While speaking with The Real News’ Jessica Desvarieux, Jason Rano of the Environmental Working Group explored the issue of crop insurance and direct farm subsidies, noting a substantial lack of transparency in regards to direct farm subsidy handouts, as well as the reality of many claims for crop insurance being non-farmers. In their discussion, Desvarieux sought to probe on the possibility of such crop insurance policy claim payments going to Wall Street investment firms, which throughout the course of debate has routinely come up as a point of concern among policy analysts. Though Rano could not directly confirm these suspicions, he did elude to their possibility, noting the lack of transparency in the overall process.
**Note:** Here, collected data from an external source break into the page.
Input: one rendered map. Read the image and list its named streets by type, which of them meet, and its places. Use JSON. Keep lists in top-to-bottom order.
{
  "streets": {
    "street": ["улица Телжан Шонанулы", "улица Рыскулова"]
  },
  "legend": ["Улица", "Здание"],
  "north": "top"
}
Though Congress and the American people consistently demand fiscal responsibility and transparency, it would seem as though it is only the people who take the issue seriously. With this blatant transitioning of priorities being the latest in a long string of taking from those in need to give more to those of means and the highly slanted benefit to the larger agro-businesses that are effectively built in to the appropriations bill, this latest farm bill is proving, if nothing else, that congressional priorities of catering to wealthier Americans at the expense of those most at risk are not only still in full swing, but are in a sense, more obvious than ever.
With over 47 million Americans participating in the SNAP program as of October, 2013, and with the national economy still proving to be a punishing exercise in household austerity and suffering for the majority of working Americans, many are wondering what if any virtue there is to be found in what is in effect yet another massive corporate handout.